⟨

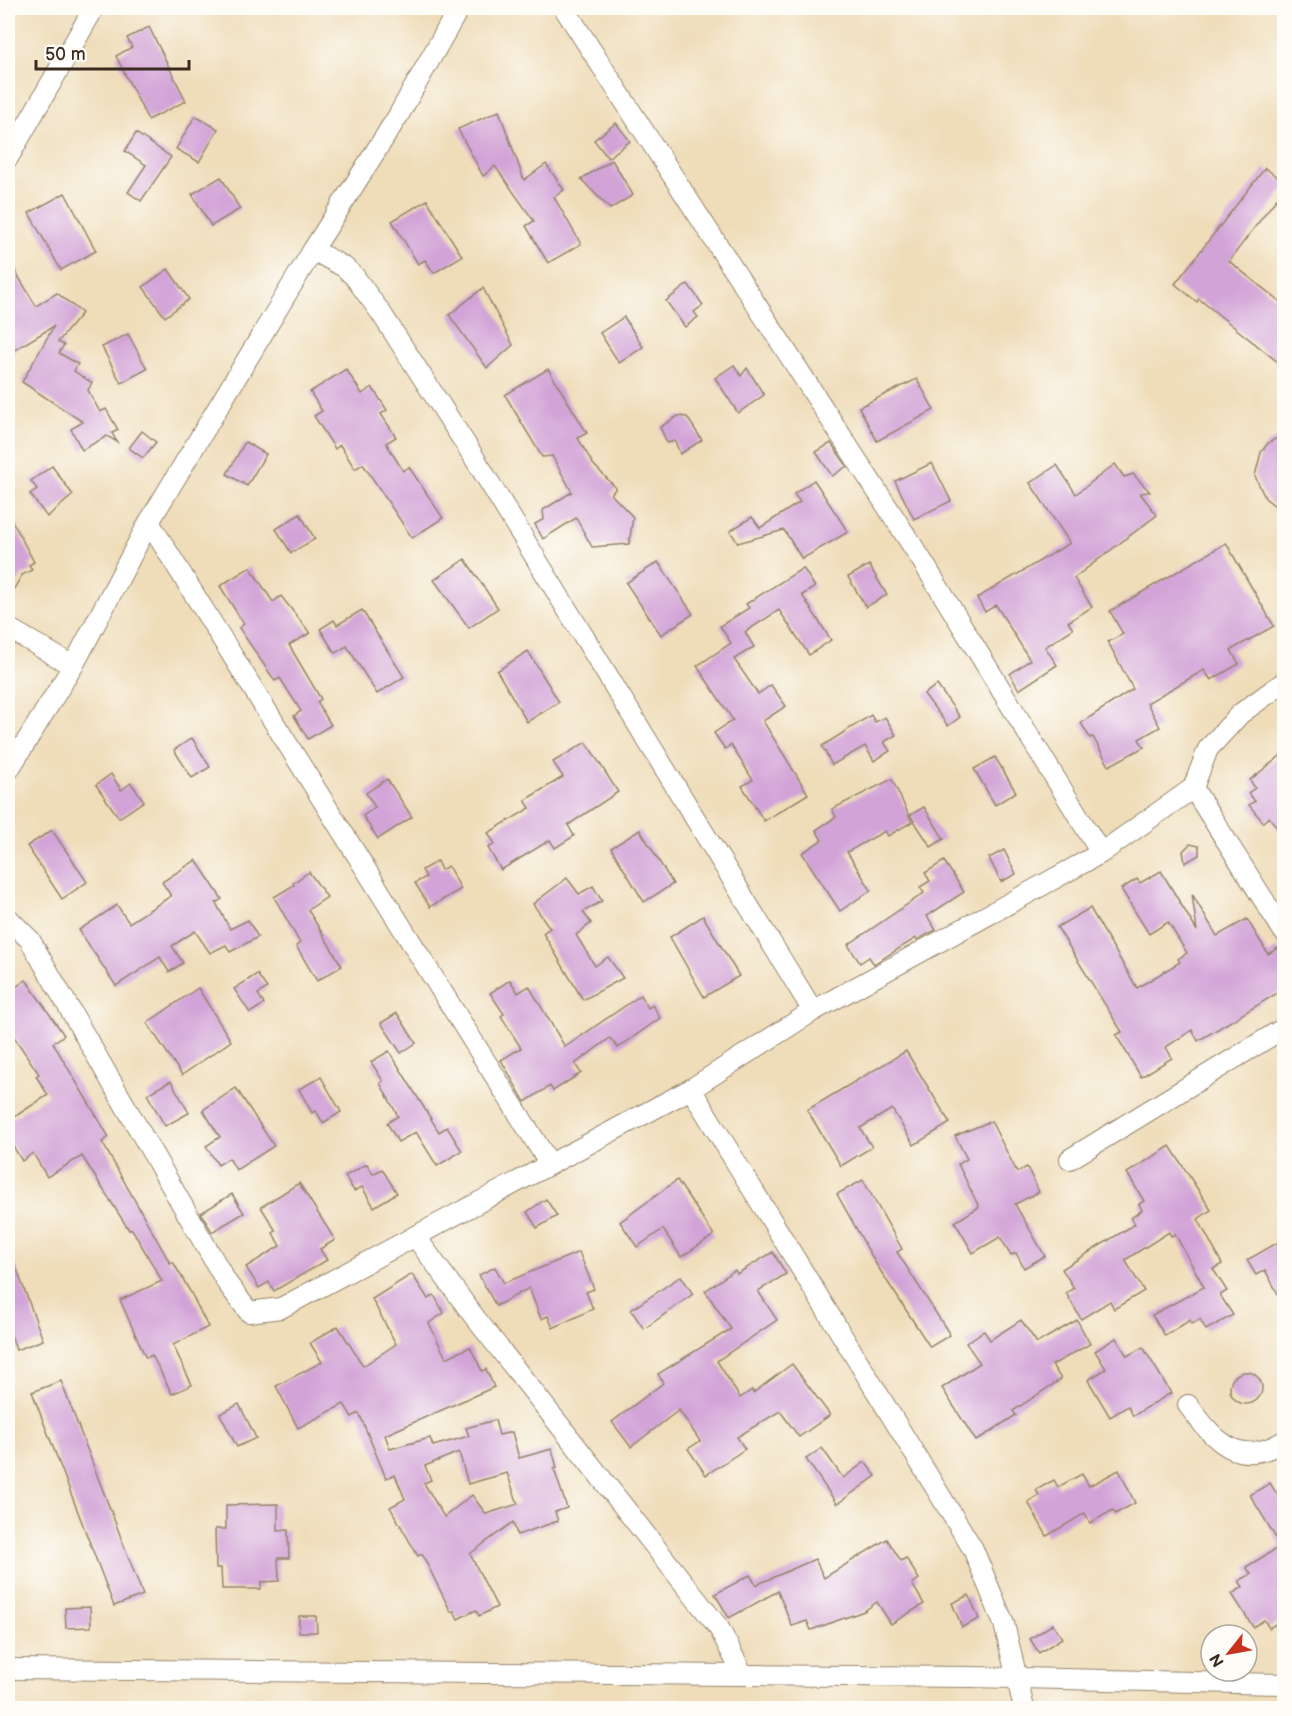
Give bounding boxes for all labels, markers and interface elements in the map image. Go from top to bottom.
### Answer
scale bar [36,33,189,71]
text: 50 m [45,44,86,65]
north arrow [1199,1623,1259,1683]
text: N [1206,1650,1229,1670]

⟩
⟨

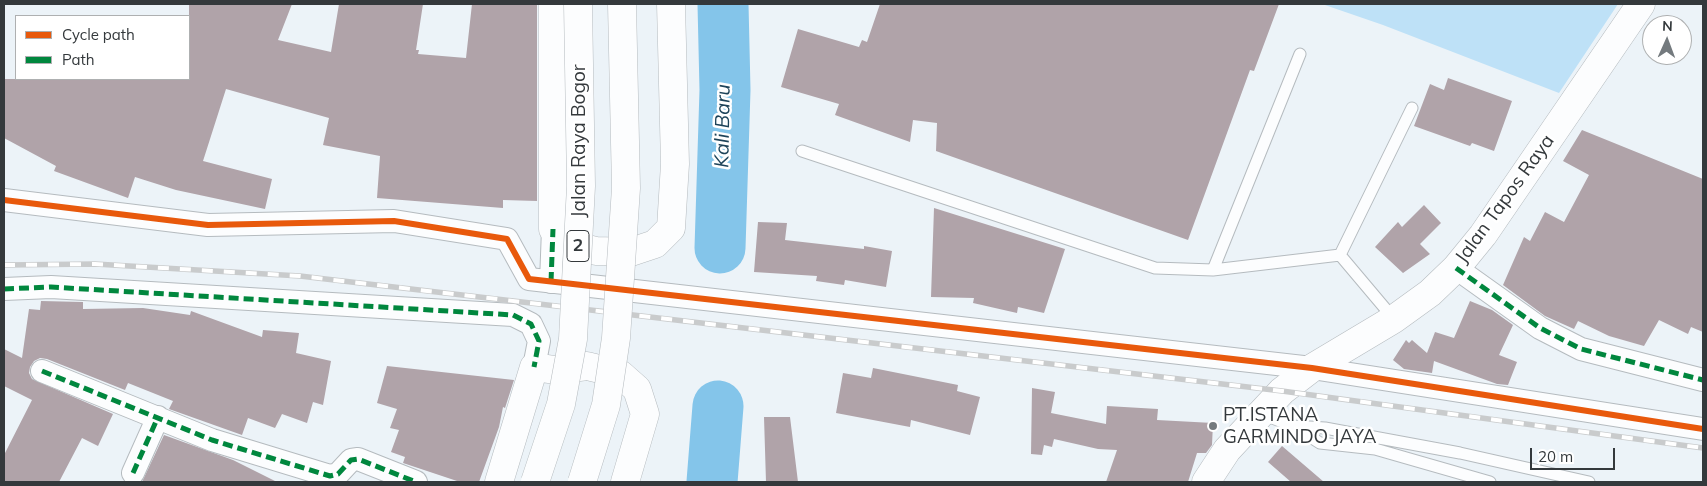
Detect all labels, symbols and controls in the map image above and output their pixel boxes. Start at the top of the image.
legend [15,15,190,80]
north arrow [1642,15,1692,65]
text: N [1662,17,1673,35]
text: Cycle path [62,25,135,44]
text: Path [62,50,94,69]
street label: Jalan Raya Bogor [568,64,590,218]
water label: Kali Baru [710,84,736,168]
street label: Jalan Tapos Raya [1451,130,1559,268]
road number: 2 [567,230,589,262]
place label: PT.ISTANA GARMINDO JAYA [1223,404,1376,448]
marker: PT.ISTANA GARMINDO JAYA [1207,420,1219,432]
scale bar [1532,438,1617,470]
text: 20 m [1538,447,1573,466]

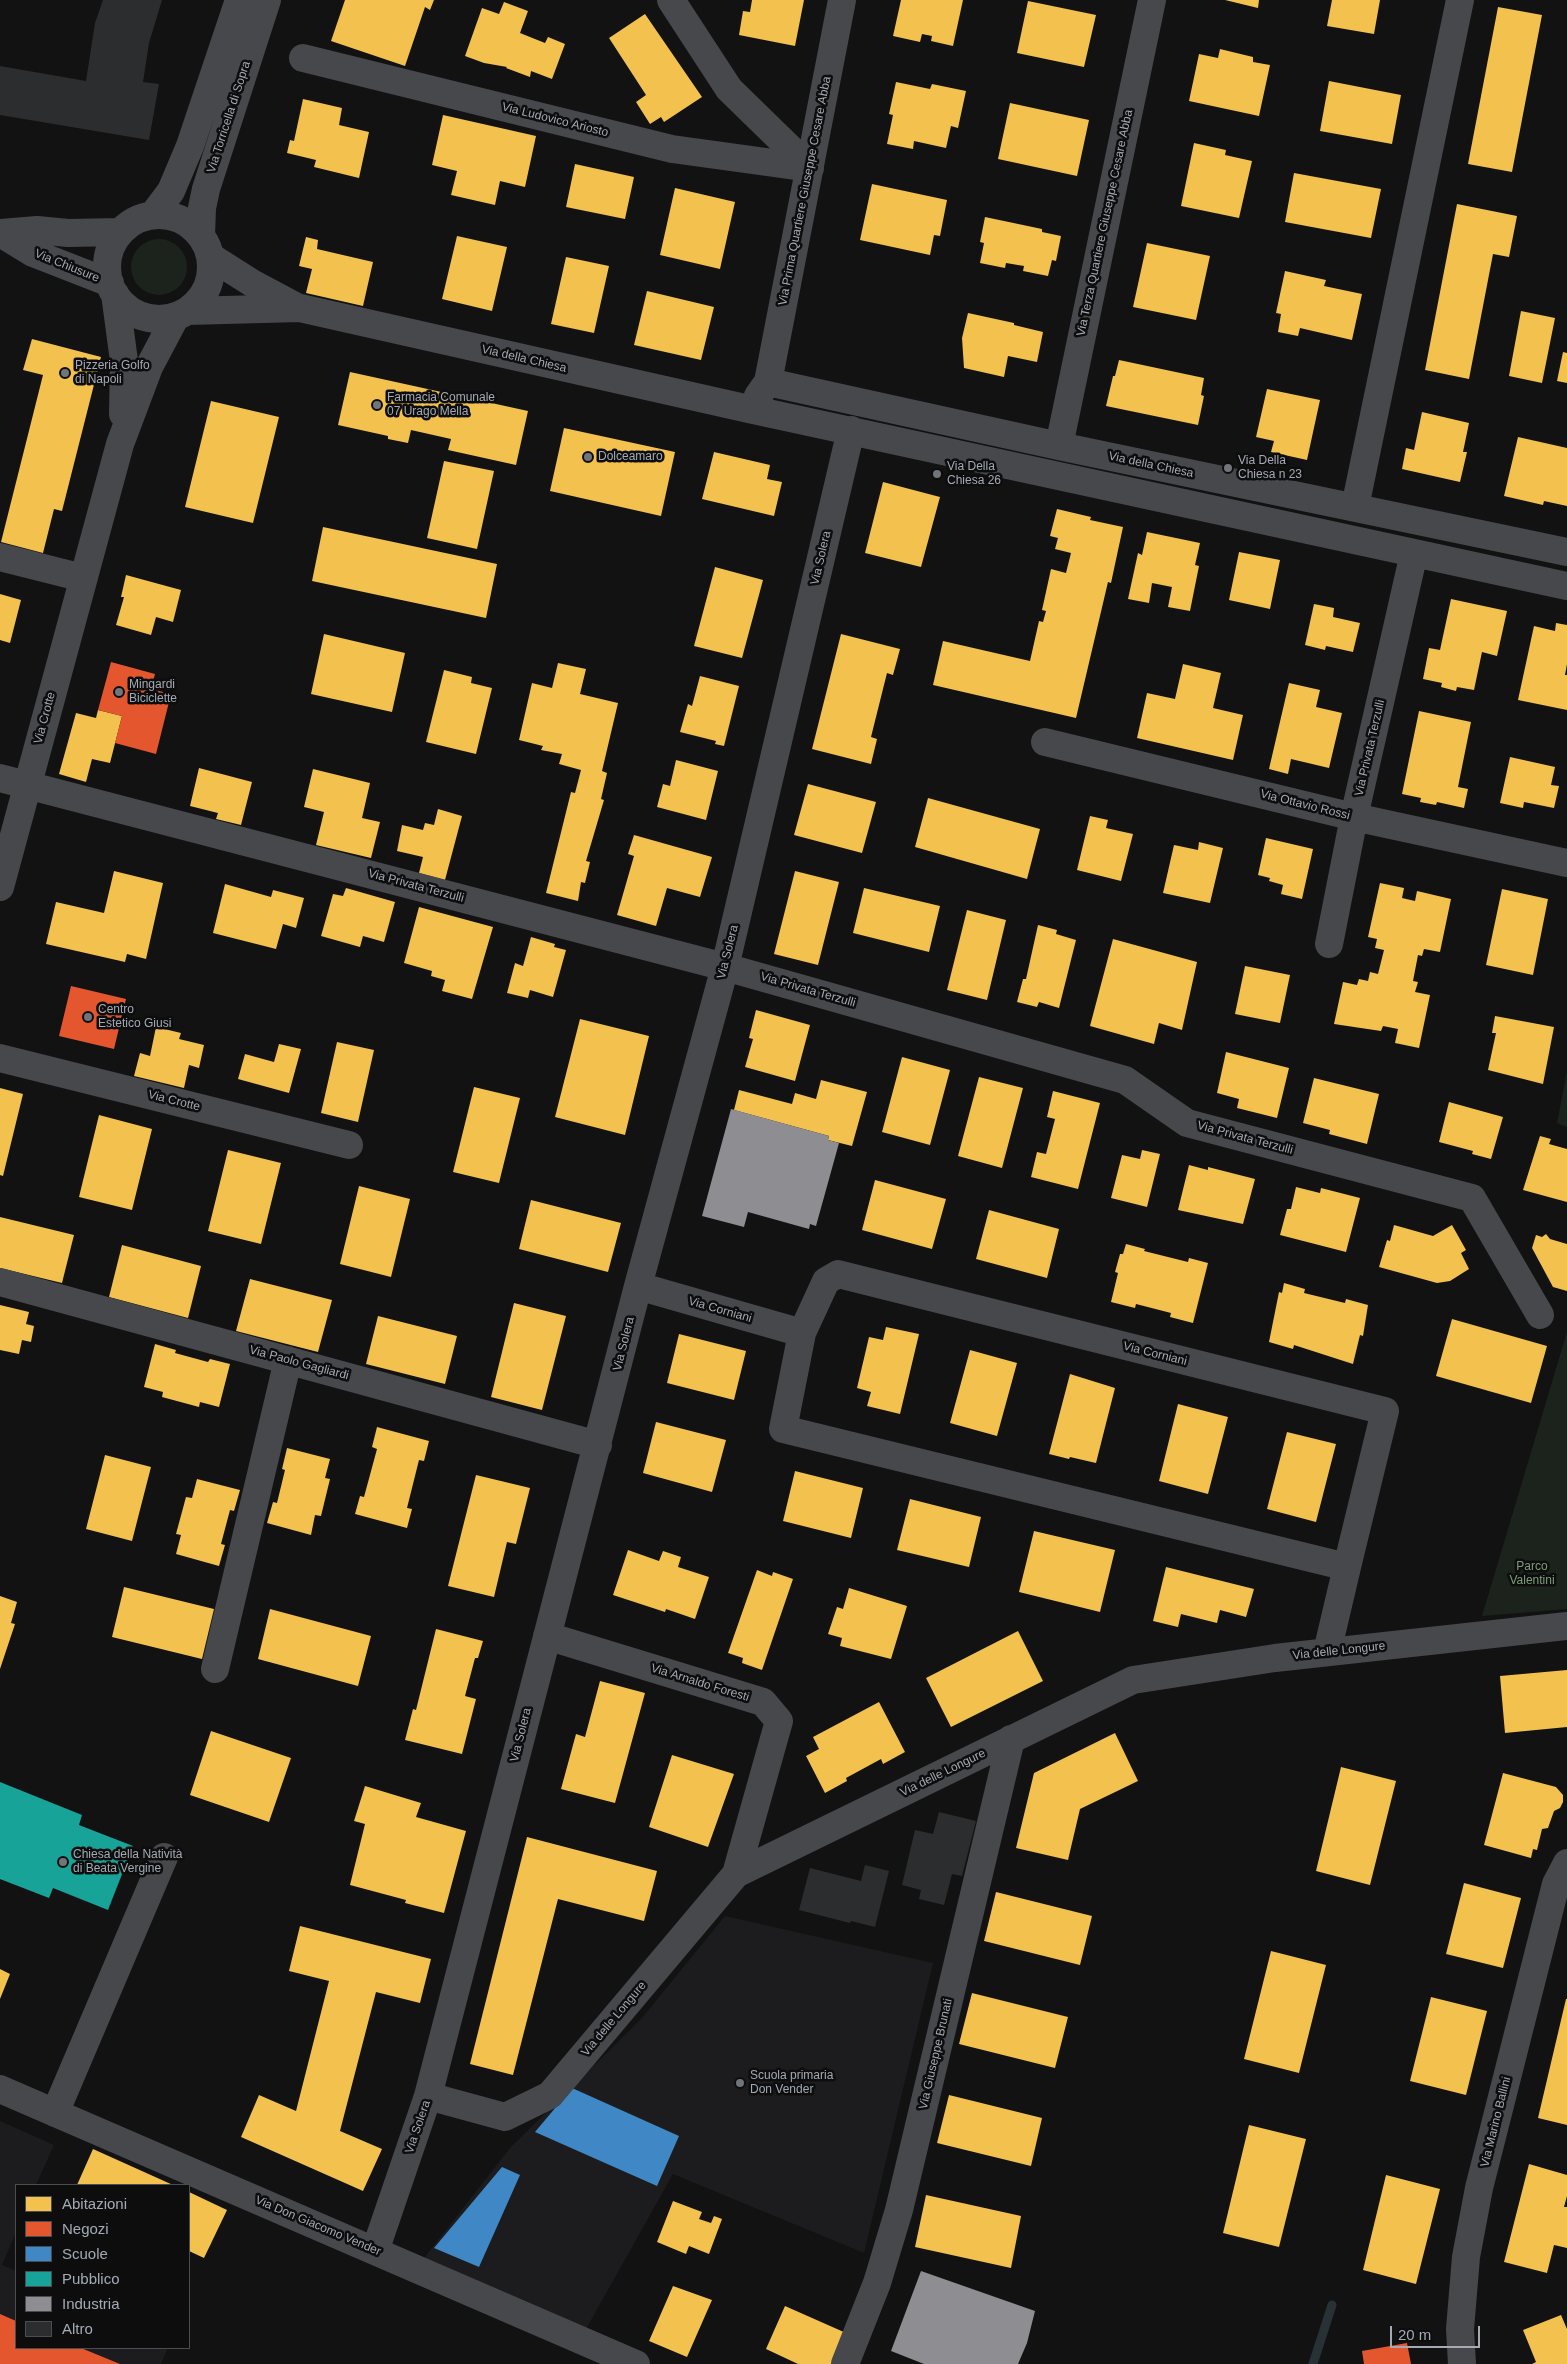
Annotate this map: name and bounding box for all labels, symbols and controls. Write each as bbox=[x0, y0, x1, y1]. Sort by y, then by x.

⟩

TASK OBJECTIVE: In the listing above, find the line with "Detect all labels, symbols" and the line with "Annotate this map: name". Output both, plus every line between them, and no pictures.

SOLUTION TO THIS PROBLEM:
Detect all labels, symbols and controls in the map image above and output their pixel boxes. Start at the top of the image.
legend [15,15,190,80]
north arrow [1642,15,1692,65]
text: N [1662,17,1673,35]
text: Cycle path [62,25,135,44]
text: Path [62,50,94,69]
street label: Jalan Raya Bogor [568,64,590,218]
water label: Kali Baru [710,84,736,168]
street label: Jalan Tapos Raya [1451,130,1559,268]
road number: 2 [567,230,589,262]
place label: PT.ISTANA GARMINDO JAYA [1223,404,1376,448]
marker: PT.ISTANA GARMINDO JAYA [1207,420,1219,432]
scale bar [1532,438,1617,470]
text: 20 m [1538,447,1573,466]

Annotate this map: name and bounding box for all labels, symbols and controls. Write each as bbox=[x0, y0, x1, y1]. Sort by y, then by x.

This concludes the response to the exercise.